▸ **WHAT YOU NEED TO DO**:
From the records that follow, copy every line that contains the word "tabs".

(Collected data entries)
□ □ □ □ □ □ □

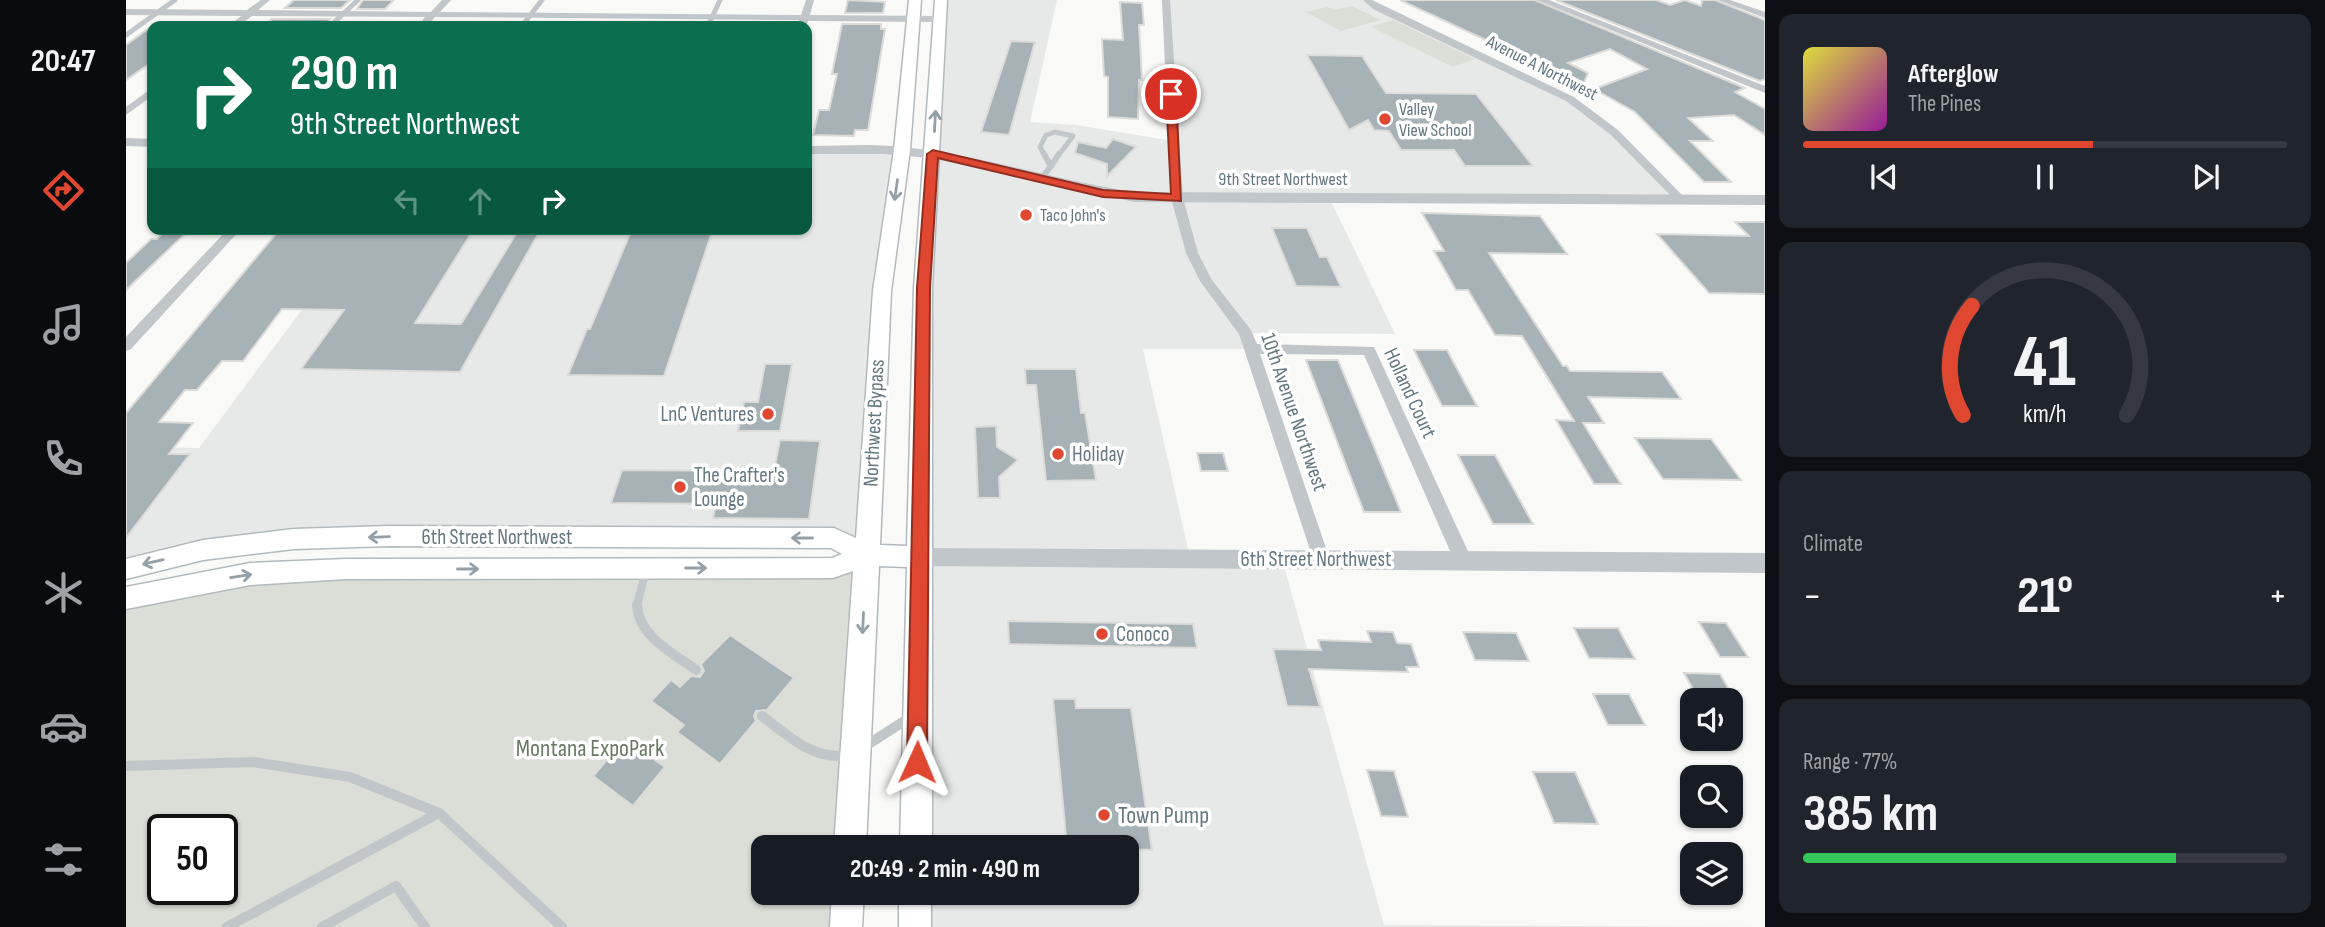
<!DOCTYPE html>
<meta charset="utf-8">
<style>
:root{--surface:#171b24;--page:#20242c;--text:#f1f3f6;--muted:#9ea1a6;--line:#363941;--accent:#df4731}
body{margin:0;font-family:"Sofia Sans Condensed",sans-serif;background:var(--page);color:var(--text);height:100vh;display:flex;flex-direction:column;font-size:26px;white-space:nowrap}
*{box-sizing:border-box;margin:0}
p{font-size:23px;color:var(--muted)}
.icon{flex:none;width:38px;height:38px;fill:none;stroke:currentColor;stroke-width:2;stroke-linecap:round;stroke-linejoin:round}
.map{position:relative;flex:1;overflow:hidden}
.drawer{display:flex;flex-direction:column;gap:14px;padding:14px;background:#0d0f14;width:560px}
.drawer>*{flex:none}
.hud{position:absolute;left:21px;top:21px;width:665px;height:214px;border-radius:14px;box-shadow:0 2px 5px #0004;background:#0b6e4f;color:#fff;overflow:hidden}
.controls{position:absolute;left:1554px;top:688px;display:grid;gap:14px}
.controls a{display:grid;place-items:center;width:63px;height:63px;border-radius:14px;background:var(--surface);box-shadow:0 2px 5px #0004;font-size:35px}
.speed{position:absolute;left:21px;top:814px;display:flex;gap:14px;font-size:35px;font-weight:700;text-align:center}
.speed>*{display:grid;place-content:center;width:91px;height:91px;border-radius:50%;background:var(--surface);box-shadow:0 2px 5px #0004;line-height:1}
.speed .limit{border:4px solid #111;border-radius:10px;background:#fff;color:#111}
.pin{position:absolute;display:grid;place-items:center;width:60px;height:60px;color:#fff;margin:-30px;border:4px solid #fff;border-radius:50%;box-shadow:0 2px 7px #0007}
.me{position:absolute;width:77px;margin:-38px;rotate:1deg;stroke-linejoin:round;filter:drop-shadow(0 0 5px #0008)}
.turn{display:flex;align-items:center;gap:24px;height:147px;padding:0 28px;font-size:32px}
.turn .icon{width:91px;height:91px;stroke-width:2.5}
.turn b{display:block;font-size:49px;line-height:60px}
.lanes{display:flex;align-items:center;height:66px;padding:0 28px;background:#0003;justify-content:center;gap:35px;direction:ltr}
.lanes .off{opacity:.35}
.big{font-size:52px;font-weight:700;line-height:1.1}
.drawer .card{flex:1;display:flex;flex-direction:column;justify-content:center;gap:10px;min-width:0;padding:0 24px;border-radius:14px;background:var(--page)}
.drawer .dial{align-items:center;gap:0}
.dial svg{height:182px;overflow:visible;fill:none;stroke:var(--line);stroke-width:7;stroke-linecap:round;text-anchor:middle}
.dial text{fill:var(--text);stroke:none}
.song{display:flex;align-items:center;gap:21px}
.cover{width:84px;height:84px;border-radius:10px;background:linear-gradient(135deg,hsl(60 70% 55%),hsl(300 70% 35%))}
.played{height:7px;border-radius:4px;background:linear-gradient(90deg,var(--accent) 60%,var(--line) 60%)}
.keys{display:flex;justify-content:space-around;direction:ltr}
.heat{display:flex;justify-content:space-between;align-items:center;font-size:38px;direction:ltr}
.charge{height:10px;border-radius:5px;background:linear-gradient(90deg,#34c759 77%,var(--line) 0)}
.trip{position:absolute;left:625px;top:835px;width:388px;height:70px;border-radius:14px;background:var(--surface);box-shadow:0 2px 5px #0004;font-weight:700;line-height:70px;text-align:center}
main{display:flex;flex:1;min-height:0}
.tabs{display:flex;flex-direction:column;width:126px;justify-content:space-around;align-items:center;background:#090b0e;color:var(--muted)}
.tabs .icon{width:49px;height:49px}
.tabs .selected{color:var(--accent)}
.tabs b{font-size:32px;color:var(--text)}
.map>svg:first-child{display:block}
</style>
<main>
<nav class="tabs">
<b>20:47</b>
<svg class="icon selected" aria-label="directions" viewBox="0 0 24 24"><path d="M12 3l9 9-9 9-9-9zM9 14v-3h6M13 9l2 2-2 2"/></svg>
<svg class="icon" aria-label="music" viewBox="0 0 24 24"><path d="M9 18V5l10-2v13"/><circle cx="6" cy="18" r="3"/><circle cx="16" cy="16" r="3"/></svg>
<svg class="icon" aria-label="phone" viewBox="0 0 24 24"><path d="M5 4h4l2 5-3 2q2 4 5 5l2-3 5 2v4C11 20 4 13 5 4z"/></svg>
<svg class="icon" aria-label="climate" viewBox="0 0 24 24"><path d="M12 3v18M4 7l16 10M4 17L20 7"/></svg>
<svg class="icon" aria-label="car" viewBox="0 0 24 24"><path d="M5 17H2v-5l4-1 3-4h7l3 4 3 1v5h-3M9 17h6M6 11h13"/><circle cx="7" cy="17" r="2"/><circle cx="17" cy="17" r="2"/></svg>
<svg class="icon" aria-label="filters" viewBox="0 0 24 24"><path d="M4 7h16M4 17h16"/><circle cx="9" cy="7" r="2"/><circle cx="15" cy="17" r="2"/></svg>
</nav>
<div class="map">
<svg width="1639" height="927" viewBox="0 0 1639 927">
<rect width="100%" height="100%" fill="#f9f9f7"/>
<g fill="#e7e9e8">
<path d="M815 0H931L904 122 950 125 1047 141 1040 0H1241L1444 99 1499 140 1554 199H1204L1269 334 1120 333 1125 349H1017L1064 558 1156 559 1258 925 1639 927H789V893L1001 892V847H790L797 288Z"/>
<path d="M681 150H776L741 555 708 538 263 536 0 569V447L73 448 236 229H681Z"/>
</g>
<g fill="#daded6" fill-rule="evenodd">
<path d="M1226 6 1254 20 1215 31 1180 12 1201 7 1209 10Z"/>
<path d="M1267 20 1349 59 1327 67 1245 27Z"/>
<path d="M741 555 724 847H637V892L722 893 720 927H0V598L124 574 707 568ZM37 830H96V889H37Z"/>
</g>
<g fill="#a7b2b6" stroke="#dbdbd9" stroke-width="2">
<path d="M168 0H224L215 8H159Z"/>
<path d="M237 0H268L259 9H231Z"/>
<path d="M722 0 759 2 757 13H719Z"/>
<path d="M1274 0H1409L1619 88 1609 92 1639 109V135L1608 115 1562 118 1587 141H1564L1605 182H1578L1509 112 1468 89 1521 69 1484 49 1442 63 1462 73 1457 85Z"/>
<path d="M1430 0H1530L1544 5 1559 0 1575 6 1576 0H1589L1639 20V79L1634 81Z"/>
<path d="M994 2 1016 3 1018 25H1013L1016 80H1013L1012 119 982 117V77L978 76 976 39 997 40Z"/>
<path d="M146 19H204L199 26H137Z"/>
<path d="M716 24H755V29H759L742 130H729L728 136 687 135 693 110H703L711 74H706Z"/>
<path d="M26 26V62L0 80V45Z"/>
<path d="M885 41 909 42 883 135 855 132Z"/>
<path d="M1181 55 1236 56 1260 93 1350 94 1407 166H1339L1328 150H1275L1263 131 1248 130 1242 120 1223 130Z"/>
<path d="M987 139 1010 147 981 176V164L949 153 952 142 980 148Z"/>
<path d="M1296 213 1414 216 1441 254 1363 253 1437 366H1441L1444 371 1536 372 1555 399 1462 397 1478 423H1457L1495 484H1468L1430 420 1448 421 1396 336 1369 335 1342 290H1330L1308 251H1318Z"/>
<path d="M1609 222H1639V294L1583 293 1531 234 1623 236Z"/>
<path d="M1146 228H1181L1194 257H1201L1215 287 1170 286Z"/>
<path d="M41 229H64L0 290V263L25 239H31Z"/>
<path d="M154 229H348L289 323 335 324 393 229H415L334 372 175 369 218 310 156 309 117 361H96L71 390H59L33 422 67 423 43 454H64L0 538V413Z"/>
<path d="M506 229H587L538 376 442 375 461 329H464Z"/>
<path d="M1288 350H1321L1351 406H1316Z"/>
<path d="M1180 360H1212L1275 512H1238Z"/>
<path d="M639 364H666L654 431H612L618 402H632Z"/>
<path d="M899 369H950L955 413H959L970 480 920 481 910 385H900Z"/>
<path d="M870 426 871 447 892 460 873 477 874 498H852L849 427Z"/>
<path d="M1509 438 1585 439 1615 480 1537 479Z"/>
<path d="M654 440 694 441 683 519 587 518 590 504 485 503 496 470 648 471Z"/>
<path d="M1071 453H1097L1102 471H1075Z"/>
<path d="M1332 455H1369L1407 524H1367Z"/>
<path d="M882 621 1067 624 1071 648 883 644Z"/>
<path d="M1573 622 1600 623 1622 657H1594Z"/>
<path d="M1448 628H1492L1509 659 1463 658Z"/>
<path d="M1241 631 1267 632 1271 643 1285 644 1293 667H1280L1282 672 1183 669 1194 707 1161 706 1147 649 1195 650 1192 640 1245 642Z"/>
<path d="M1337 632 1390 633 1403 661 1349 660Z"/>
<path d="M604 635 668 678 641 710 630 711 628 716 630 721 594 764 551 732 558 725 525 701 545 680 554 687 565 676 574 677 578 671 575 664Z"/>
<path d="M1558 673 1594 674 1609 700H1573Z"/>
<path d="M1467 694H1503L1519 725H1482Z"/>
<path d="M927 699H949L950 708H1005L1026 850 941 847Z"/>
<path d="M499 739 539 767 507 806 467 776Z"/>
<path d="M1241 770 1268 771 1282 817 1255 816Z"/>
<path d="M1407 772H1449L1472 824 1428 823Z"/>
</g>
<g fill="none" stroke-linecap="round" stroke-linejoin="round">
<g stroke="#b3babd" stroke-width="3">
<g id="secondary">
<path d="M783 0H795L784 150 765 291 754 545 781 546 788 288 809 0H821L806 288V847H774L781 567 753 566 740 847H708L727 571 707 578 220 579 124 585 0 609V587L124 563 220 559 706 558 716 554 705 548 263 546 168 549 77 560 0 579V559L77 540 168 529 263 526 708 528 730 538 747 291 768 150Z"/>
<path d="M706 892H738L736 927H704Z"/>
<rect x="773" y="892" width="32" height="35"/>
</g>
</g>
<g stroke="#c0c6c9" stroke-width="5">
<path d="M204 26 232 0"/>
<path d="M396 26 416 0"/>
<path d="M582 26 594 0"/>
<path d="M0 35 49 0"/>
<path d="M919 156 914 147 920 135 929 132 947 136 932 156"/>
</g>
<g stroke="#c0c6c9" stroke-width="6">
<path d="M918 154 925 166"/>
<path d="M925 166 933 154"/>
<path d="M915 179 925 166"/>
</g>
<path stroke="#c0c6c9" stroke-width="8" d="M511 606 520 569"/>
<g stroke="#c0c6c9" stroke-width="10">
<path d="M511 605C513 637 547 653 570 670"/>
<path d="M636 716C663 736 688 762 724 755"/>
<path d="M738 747 786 716"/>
<path d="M0 766 127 762 224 777 313 813 436 927"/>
<path d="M101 927 313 813"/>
<path d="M196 927 270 886 299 927"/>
</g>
<g fill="#c0c6c9" fill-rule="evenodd">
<path d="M135 0H144L132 10 305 12 316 0H325L314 12 675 15 680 0H688L684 15 814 16 818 19 814 22 682 21 680 26H672L673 20 309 17 301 26H292L299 17 126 16 112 26H103L115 16 0 15V9L121 10Z"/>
<path d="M1036 0H1044L1057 198 1072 253 1086 280 1125 330 1131 344 1248 347 1346 560 1343 565 1337 567 1331 565 1328 560 1238 355 1134 354 1204 560 1201 565 1195 567 1189 565 1113 334 1074 281 1060 253 1045 198Z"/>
<path d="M1237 0H1246L1448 97 1492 130 1560 199 1558 201H1550L1485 135 1440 101 1247 9Z"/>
<path d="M1411 0H1423L1639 86V93Z"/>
<path d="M1592 0H1604L1639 12V18Z"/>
<path d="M26 88V96L0 115V107Z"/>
<path d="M102 229H115L5 349 0 351V337Z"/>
</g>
<g fill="#c0c6c9" fill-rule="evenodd">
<path d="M0 138 26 139V147L0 146Z"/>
<path d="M743 145C834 147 919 179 1009 192L1639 195V205L1009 202 804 158 758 154H681V146Z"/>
<path d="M794 548 1639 553V573L794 566 786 564 783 557 786 550Z"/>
</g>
<use href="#secondary" fill="#fff" fill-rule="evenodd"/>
</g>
<defs><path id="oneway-shaft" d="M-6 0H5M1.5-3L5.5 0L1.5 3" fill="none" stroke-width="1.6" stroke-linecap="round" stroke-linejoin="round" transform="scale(1.75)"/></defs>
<g stroke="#93a0a7">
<use href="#oneway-shaft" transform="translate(809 121) rotate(-87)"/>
<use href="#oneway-shaft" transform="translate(770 190) rotate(98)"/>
<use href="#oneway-shaft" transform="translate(253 537) rotate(178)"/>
<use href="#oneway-shaft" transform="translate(676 538) rotate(-180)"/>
<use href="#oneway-shaft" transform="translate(27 562) rotate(167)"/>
<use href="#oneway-shaft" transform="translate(570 568)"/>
<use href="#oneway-shaft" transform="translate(342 569)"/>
<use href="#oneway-shaft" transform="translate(115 576) rotate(-9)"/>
<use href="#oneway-shaft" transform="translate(737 623) rotate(93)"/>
</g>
<path fill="#df4731" stroke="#912e20" stroke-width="2" d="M1045 91 1050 94 1055 201 977 197 812 158 804 288 801 762 798 769 791 772 784 769 781 762 791 288 801 154 807 150 977 190 1045 194 1040 94Z"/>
<g fill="#df4731" stroke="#fff" stroke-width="2.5">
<circle cx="1259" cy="119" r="7"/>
<circle cx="900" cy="215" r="7"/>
<circle cx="642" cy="414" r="7"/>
<circle cx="932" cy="454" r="7"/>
<circle cx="554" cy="487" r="7"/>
<circle cx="976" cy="634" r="7"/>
<circle cx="978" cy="815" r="7"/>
</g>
<g text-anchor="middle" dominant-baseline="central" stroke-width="7" stroke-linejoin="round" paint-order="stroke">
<g font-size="18" fill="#657881" stroke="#fff">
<text transform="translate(1416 68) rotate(27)">Avenue A Northwest</text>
<text x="1157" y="179">9th Street Northwest</text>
</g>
<g font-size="18" fill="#657881" stroke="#fff" text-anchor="start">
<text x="1273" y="109">Valley<tspan x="1273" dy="21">View School</tspan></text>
<text x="914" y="215">Taco John's</text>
</g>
<g font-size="21" fill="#657881" stroke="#fff">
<text transform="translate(1284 393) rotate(65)">Holland Court</text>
<text transform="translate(1168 412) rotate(71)">10th Avenue Northwest</text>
<text transform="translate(748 423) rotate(-87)">Northwest Bypass</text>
<text x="371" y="537">6th Street Northwest</text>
<text x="1190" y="559">6th Street Northwest</text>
</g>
<g font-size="21" fill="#657881" stroke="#fff" text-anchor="start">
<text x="628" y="414" text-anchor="end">LnC Ventures</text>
<text x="946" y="454">Holiday</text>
<text x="568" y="475">The Crafter's<tspan x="568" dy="24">Lounge</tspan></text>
<text x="990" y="634">Conoco</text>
</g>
<g font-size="24" fill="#6a7964" stroke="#fff">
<text x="464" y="748">Montana ExpoPark</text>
</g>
<g font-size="24" fill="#657881" stroke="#fff" text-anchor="start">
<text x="992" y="815">Town Pump</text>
</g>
</g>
</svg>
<div class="controls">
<a><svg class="icon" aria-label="sound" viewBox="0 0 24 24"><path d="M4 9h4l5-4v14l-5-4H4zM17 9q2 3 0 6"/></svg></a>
<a><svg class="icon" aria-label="search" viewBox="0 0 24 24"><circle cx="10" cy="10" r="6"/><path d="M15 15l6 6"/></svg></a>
<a><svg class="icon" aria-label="layers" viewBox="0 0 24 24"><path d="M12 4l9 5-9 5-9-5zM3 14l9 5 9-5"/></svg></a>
</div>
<div class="speed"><div class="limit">50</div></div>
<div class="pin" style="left:1045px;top:94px;background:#d93025"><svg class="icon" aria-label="arrive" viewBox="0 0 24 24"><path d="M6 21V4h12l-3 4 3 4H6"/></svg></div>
<svg class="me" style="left:791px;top:762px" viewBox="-20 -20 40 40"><path d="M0-17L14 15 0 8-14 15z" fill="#df4731" stroke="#fff" stroke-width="4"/></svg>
<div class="trip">20:49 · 2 min · 490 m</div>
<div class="hud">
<div class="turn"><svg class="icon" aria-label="right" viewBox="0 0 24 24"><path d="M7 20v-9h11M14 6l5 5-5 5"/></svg><div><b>290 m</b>9th Street Northwest</div></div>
<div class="lanes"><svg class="icon off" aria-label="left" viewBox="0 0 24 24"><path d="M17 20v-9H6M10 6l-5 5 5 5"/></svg><svg class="icon off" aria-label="ahead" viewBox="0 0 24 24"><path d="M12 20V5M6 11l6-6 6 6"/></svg><svg class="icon" aria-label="right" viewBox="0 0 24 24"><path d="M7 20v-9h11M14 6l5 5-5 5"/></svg></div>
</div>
</div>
<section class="drawer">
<div class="card">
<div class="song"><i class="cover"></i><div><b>Afterglow</b><p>The Pines</p></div></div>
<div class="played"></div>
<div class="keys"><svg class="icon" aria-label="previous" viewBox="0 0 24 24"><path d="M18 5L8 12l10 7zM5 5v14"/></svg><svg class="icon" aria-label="pause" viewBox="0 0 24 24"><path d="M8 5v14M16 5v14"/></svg><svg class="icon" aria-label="next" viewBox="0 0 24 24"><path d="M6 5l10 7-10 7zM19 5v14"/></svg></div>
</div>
<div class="card dial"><svg viewBox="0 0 100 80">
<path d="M14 69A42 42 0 1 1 86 69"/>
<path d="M14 69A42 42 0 0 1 18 21" stroke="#df4731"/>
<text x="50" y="56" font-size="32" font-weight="700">41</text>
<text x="50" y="72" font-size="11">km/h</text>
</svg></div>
<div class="card"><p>Climate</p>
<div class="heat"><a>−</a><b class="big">21°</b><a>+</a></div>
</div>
<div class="card"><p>Range · 77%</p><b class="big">385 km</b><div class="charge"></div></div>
</section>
</main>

□ □ □ □ □ □ □

▸ **ANSWER TO THIS EXERCISE**:
.tabs{display:flex;flex-direction:column;width:126px;justify-content:space-around;align-items:center;background:#090b0e;color:var(--muted)}
.tabs .icon{width:49px;height:49px}
.tabs .selected{color:var(--accent)}
.tabs b{font-size:32px;color:var(--text)}
<nav class="tabs">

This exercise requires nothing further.